O nas
Kontakt

Anglia pokonała Australię 1:3 i awansowała do pierwszego w historii finału mistrzostw świata kobiet

Laura Kowalczyk

Anglia pokonała Australię 1:3 i awansowała do pierwszego w historii finału mistrzostw świata kobiet

Lwice zmierzą się teraz z Hiszpanią w Sydney w niedzielę w historycznym finale Pucharu Świata Kobiet po pokonaniu Australii na własnym terenie.

Anglia awansowała do swojego pierwszego meczu o mistrzostwo świata kobiet, wygrywając w środę 3: 1 nad współgospodarzem Australii, kończąc wciągającą passę Matildów przez cały turniej.

Australijska supergwiazda Sam Kerr rozpoczęła swój pierwszy mecz w turnieju i strzeliła gola dla Matildas, ale to nie wystarczyło, by powstrzymać mistrzów Europy, Anglię.

Ella Toone strzelił gola w 36. minucie i dał Anglii prowadzenie 1:0, a Lwice zdominowały posiadanie piłki w pierwszej połowie.

Wyrównujący gol Kerra w 63. meczu dał nadzieję ponad 75-tysięcznej publiczności, ale Anglia przypieczętowała go po bramkach Lauren Hemp w 71. meczu i Alessii Russo cztery minuty przed końcem regulaminowego czasu gry.

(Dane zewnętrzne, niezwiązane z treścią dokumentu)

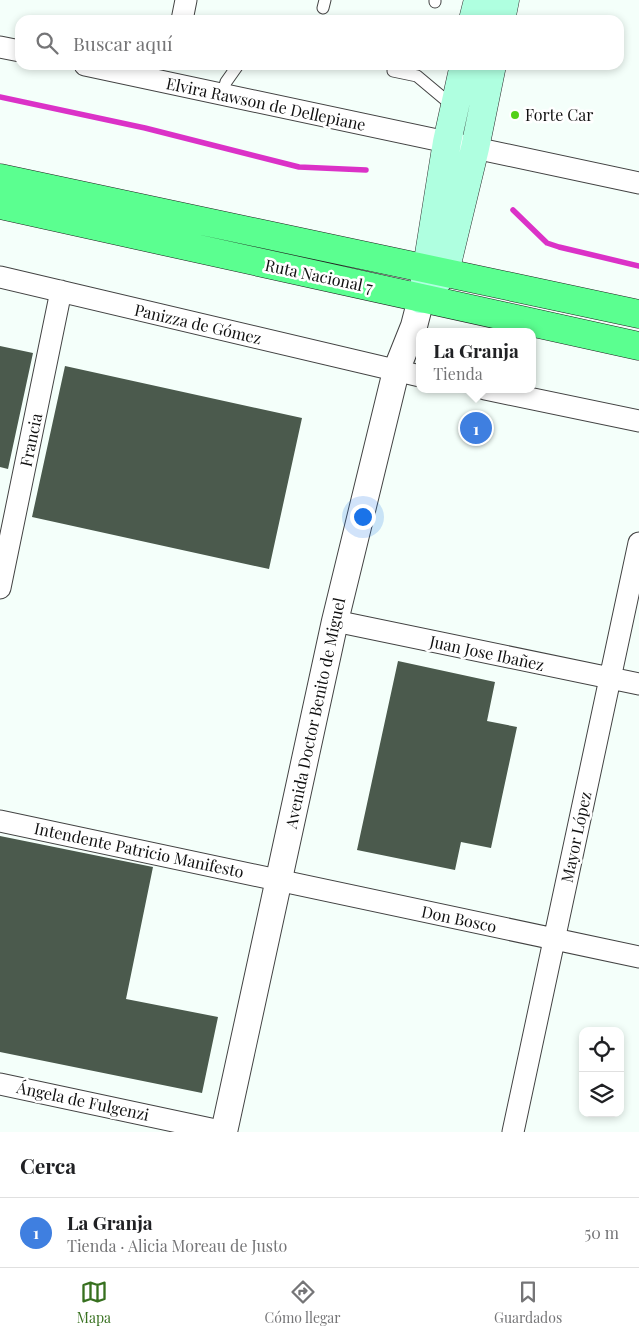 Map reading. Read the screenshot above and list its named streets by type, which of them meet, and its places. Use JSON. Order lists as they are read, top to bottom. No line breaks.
{"streets":{"highway":["Ruta Nacional 7"],"main road":["Avenida Doctor Benito de Miguel"],"street":["Elvira Rawson de Dellepiane","Panizza de Gómez","Francia","Juan Jose Ibañez","Mayor López","Intendente Patricio Manifesto","Don Bosco","Ángela de Fulgenzi"]},"crossings":[["Elvira Rawson de Dellepiane","Avenida Doctor Benito de Miguel"],["Ruta Nacional 7","Avenida Doctor Benito de Miguel"],["Panizza de Gómez","Francia"],["Panizza de Gómez","Avenida Doctor Benito de Miguel"],["Juan Jose Ibañez","Avenida Doctor Benito de Miguel"],["Juan Jose Ibañez","Mayor López"],["Avenida Doctor Benito de Miguel","Intendente Patricio Manifesto"],["Avenida Doctor Benito de Miguel","Don Bosco"],["Avenida Doctor Benito de Miguel","Ángela de Fulgenzi"],["Mayor López","Don Bosco"],["Intendente Patricio Manifesto","Don Bosco"]],"places":["Forte Car"],"page":{"search":"Buscar aquí","popup":["La Granja","Tienda"],"pins":"1","heading":"Cerca","list":[{"mark":"1","name":"La Granja","note":"Tienda · Alicia Moreau de Justo","value":"50 m"}],"nav":["Mapa","Cómo llegar","Guardados"]}}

Anglia i Hiszpania po raz pierwszy zagrają w finale Pucharu Świata Kobiet, kiedy spotkają się na stadionie Australia w niedzielę. W sobotę w Brisbane Australia zagra ze Szwecją o trzecie miejsce.

Matildy nigdy wcześniej nie awansowały poza ćwierćfinał przed tym turniejem, podczas gdy mistrzowie Europy, Anglia, grali w trzecim z rzędu półfinale mistrzostw świata.